In full and without change, retype the records.

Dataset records
◆ ◆ ◆ ◆ ◆

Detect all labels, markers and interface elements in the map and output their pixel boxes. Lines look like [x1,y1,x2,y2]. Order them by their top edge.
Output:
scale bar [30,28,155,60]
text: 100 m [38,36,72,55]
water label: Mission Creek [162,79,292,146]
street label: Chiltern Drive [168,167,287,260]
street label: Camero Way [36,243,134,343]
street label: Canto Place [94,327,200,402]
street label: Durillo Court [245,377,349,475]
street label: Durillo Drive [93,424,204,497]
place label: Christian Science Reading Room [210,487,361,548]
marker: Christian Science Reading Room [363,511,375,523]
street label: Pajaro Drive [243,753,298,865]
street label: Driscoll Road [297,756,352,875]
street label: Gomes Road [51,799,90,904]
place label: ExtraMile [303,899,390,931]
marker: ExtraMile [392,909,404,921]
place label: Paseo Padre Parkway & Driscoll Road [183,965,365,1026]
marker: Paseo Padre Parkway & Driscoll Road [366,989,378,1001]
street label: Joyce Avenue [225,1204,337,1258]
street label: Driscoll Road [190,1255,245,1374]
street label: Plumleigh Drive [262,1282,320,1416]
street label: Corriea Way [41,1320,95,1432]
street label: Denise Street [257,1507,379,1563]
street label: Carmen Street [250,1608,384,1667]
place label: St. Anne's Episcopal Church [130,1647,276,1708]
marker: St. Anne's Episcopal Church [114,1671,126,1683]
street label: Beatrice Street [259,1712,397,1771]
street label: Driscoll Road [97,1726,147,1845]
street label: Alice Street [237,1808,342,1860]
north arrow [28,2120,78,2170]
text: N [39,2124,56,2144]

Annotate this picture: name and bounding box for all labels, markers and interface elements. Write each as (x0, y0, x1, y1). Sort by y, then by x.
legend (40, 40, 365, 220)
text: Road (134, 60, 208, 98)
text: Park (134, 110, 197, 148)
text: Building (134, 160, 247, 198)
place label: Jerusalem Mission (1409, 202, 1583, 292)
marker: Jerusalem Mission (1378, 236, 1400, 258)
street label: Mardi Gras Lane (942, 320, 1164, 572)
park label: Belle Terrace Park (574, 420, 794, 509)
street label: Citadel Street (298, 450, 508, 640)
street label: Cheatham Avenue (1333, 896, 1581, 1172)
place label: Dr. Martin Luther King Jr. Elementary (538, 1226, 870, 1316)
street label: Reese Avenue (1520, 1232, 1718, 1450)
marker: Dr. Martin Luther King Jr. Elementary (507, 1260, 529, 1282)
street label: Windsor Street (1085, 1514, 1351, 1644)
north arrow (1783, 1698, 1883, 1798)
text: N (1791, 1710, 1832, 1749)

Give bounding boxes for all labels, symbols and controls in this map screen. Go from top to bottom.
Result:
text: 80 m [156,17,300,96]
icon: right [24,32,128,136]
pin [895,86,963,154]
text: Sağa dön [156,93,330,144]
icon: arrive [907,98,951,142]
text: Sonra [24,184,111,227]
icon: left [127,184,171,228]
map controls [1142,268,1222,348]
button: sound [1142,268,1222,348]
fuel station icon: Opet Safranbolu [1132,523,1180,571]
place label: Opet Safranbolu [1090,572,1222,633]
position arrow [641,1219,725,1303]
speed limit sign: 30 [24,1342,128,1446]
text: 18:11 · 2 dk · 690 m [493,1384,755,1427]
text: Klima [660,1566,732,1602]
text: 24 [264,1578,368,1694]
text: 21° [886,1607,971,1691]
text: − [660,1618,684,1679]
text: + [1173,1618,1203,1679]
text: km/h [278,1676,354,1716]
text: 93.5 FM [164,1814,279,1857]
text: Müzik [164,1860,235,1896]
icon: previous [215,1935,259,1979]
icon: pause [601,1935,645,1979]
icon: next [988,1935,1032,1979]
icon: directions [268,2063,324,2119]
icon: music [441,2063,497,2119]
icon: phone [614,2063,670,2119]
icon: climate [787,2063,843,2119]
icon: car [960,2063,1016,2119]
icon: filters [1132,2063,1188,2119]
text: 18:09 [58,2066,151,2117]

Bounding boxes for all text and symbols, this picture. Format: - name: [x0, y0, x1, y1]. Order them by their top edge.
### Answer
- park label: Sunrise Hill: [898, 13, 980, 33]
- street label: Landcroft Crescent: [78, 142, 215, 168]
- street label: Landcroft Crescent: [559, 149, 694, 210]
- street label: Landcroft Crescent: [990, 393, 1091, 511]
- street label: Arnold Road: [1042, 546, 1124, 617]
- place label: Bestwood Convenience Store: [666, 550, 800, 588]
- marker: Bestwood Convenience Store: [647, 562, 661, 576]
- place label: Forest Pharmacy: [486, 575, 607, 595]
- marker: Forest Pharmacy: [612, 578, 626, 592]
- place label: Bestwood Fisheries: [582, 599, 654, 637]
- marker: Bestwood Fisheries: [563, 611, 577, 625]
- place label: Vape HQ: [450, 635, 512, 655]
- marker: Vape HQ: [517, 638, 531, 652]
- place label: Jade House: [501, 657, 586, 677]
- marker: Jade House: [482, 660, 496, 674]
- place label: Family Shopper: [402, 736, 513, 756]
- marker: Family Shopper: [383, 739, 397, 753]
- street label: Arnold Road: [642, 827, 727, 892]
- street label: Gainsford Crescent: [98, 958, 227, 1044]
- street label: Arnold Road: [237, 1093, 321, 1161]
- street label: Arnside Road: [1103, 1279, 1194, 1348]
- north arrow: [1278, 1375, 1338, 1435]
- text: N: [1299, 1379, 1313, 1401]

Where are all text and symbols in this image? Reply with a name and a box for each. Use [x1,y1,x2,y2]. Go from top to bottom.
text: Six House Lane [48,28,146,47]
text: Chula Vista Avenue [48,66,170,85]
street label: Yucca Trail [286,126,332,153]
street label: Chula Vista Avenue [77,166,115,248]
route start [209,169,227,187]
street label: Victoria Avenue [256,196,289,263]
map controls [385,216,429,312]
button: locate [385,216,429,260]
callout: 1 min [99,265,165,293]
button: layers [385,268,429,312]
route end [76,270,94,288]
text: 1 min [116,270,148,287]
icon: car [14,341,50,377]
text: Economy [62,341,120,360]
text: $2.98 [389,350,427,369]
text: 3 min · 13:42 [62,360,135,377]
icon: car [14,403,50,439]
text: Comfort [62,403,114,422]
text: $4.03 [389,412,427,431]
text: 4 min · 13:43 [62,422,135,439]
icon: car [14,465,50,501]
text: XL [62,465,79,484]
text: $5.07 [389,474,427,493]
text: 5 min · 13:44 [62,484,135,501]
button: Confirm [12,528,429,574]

◆ ◆ ◆ ◆ ◆

TASK RESPONSE
Detect all labels, markers and interface elements in the map and output their pixel boxes. Lines look like [x1,y1,x2,y2]. Order them by their top edge.
Output:
scale bar [30,28,155,60]
text: 100 m [38,36,72,55]
water label: Mission Creek [162,79,292,146]
street label: Chiltern Drive [168,167,287,260]
street label: Camero Way [36,243,134,343]
street label: Canto Place [94,327,200,402]
street label: Durillo Court [245,377,349,475]
street label: Durillo Drive [93,424,204,497]
place label: Christian Science Reading Room [210,487,361,548]
marker: Christian Science Reading Room [363,511,375,523]
street label: Pajaro Drive [243,753,298,865]
street label: Driscoll Road [297,756,352,875]
street label: Gomes Road [51,799,90,904]
place label: ExtraMile [303,899,390,931]
marker: ExtraMile [392,909,404,921]
place label: Paseo Padre Parkway & Driscoll Road [183,965,365,1026]
marker: Paseo Padre Parkway & Driscoll Road [366,989,378,1001]
street label: Joyce Avenue [225,1204,337,1258]
street label: Driscoll Road [190,1255,245,1374]
street label: Plumleigh Drive [262,1282,320,1416]
street label: Corriea Way [41,1320,95,1432]
street label: Denise Street [257,1507,379,1563]
street label: Carmen Street [250,1608,384,1667]
place label: St. Anne's Episcopal Church [130,1647,276,1708]
marker: St. Anne's Episcopal Church [114,1671,126,1683]
street label: Beatrice Street [259,1712,397,1771]
street label: Driscoll Road [97,1726,147,1845]
street label: Alice Street [237,1808,342,1860]
north arrow [28,2120,78,2170]
text: N [39,2124,56,2144]

Annotate this picture: name and bounding box for all labels, markers and interface elements. Write each as (x0, y0, x1, y1). Sort by y, then by x.
legend (40, 40, 365, 220)
text: Road (134, 60, 208, 98)
text: Park (134, 110, 197, 148)
text: Building (134, 160, 247, 198)
place label: Jerusalem Mission (1409, 202, 1583, 292)
marker: Jerusalem Mission (1378, 236, 1400, 258)
street label: Mardi Gras Lane (942, 320, 1164, 572)
park label: Belle Terrace Park (574, 420, 794, 509)
street label: Citadel Street (298, 450, 508, 640)
street label: Cheatham Avenue (1333, 896, 1581, 1172)
place label: Dr. Martin Luther King Jr. Elementary (538, 1226, 870, 1316)
street label: Reese Avenue (1520, 1232, 1718, 1450)
marker: Dr. Martin Luther King Jr. Elementary (507, 1260, 529, 1282)
street label: Windsor Street (1085, 1514, 1351, 1644)
north arrow (1783, 1698, 1883, 1798)
text: N (1791, 1710, 1832, 1749)

Give bounding boxes for all labels, symbols and controls in this map screen. Go from top to bottom.
Result:
text: 80 m [156,17,300,96]
icon: right [24,32,128,136]
pin [895,86,963,154]
text: Sağa dön [156,93,330,144]
icon: arrive [907,98,951,142]
text: Sonra [24,184,111,227]
icon: left [127,184,171,228]
map controls [1142,268,1222,348]
button: sound [1142,268,1222,348]
fuel station icon: Opet Safranbolu [1132,523,1180,571]
place label: Opet Safranbolu [1090,572,1222,633]
position arrow [641,1219,725,1303]
speed limit sign: 30 [24,1342,128,1446]
text: 18:11 · 2 dk · 690 m [493,1384,755,1427]
text: Klima [660,1566,732,1602]
text: 24 [264,1578,368,1694]
text: 21° [886,1607,971,1691]
text: − [660,1618,684,1679]
text: + [1173,1618,1203,1679]
text: km/h [278,1676,354,1716]
text: 93.5 FM [164,1814,279,1857]
text: Müzik [164,1860,235,1896]
icon: previous [215,1935,259,1979]
icon: pause [601,1935,645,1979]
icon: next [988,1935,1032,1979]
icon: directions [268,2063,324,2119]
icon: music [441,2063,497,2119]
icon: phone [614,2063,670,2119]
icon: climate [787,2063,843,2119]
icon: car [960,2063,1016,2119]
icon: filters [1132,2063,1188,2119]
text: 18:09 [58,2066,151,2117]

Bounding boxes for all text and symbols, this picture. Format: - name: [x0, y0, x1, y1]. Order them by their top edge.
### Answer
- park label: Sunrise Hill: [898, 13, 980, 33]
- street label: Landcroft Crescent: [78, 142, 215, 168]
- street label: Landcroft Crescent: [559, 149, 694, 210]
- street label: Landcroft Crescent: [990, 393, 1091, 511]
- street label: Arnold Road: [1042, 546, 1124, 617]
- place label: Bestwood Convenience Store: [666, 550, 800, 588]
- marker: Bestwood Convenience Store: [647, 562, 661, 576]
- place label: Forest Pharmacy: [486, 575, 607, 595]
- marker: Forest Pharmacy: [612, 578, 626, 592]
- place label: Bestwood Fisheries: [582, 599, 654, 637]
- marker: Bestwood Fisheries: [563, 611, 577, 625]
- place label: Vape HQ: [450, 635, 512, 655]
- marker: Vape HQ: [517, 638, 531, 652]
- place label: Jade House: [501, 657, 586, 677]
- marker: Jade House: [482, 660, 496, 674]
- place label: Family Shopper: [402, 736, 513, 756]
- marker: Family Shopper: [383, 739, 397, 753]
- street label: Arnold Road: [642, 827, 727, 892]
- street label: Gainsford Crescent: [98, 958, 227, 1044]
- street label: Arnold Road: [237, 1093, 321, 1161]
- street label: Arnside Road: [1103, 1279, 1194, 1348]
- north arrow: [1278, 1375, 1338, 1435]
- text: N: [1299, 1379, 1313, 1401]

Where are all text and symbols in this image? Reply with a name and a box for each. Use [x1,y1,x2,y2]. Go from top to bottom.
text: Six House Lane [48,28,146,47]
text: Chula Vista Avenue [48,66,170,85]
street label: Yucca Trail [286,126,332,153]
street label: Chula Vista Avenue [77,166,115,248]
route start [209,169,227,187]
street label: Victoria Avenue [256,196,289,263]
map controls [385,216,429,312]
button: locate [385,216,429,260]
callout: 1 min [99,265,165,293]
button: layers [385,268,429,312]
route end [76,270,94,288]
text: 1 min [116,270,148,287]
icon: car [14,341,50,377]
text: Economy [62,341,120,360]
text: $2.98 [389,350,427,369]
text: 3 min · 13:42 [62,360,135,377]
icon: car [14,403,50,439]
text: Comfort [62,403,114,422]
text: $4.03 [389,412,427,431]
text: 4 min · 13:43 [62,422,135,439]
icon: car [14,465,50,501]
text: XL [62,465,79,484]
text: $5.07 [389,474,427,493]
text: 5 min · 13:44 [62,484,135,501]
button: Confirm [12,528,429,574]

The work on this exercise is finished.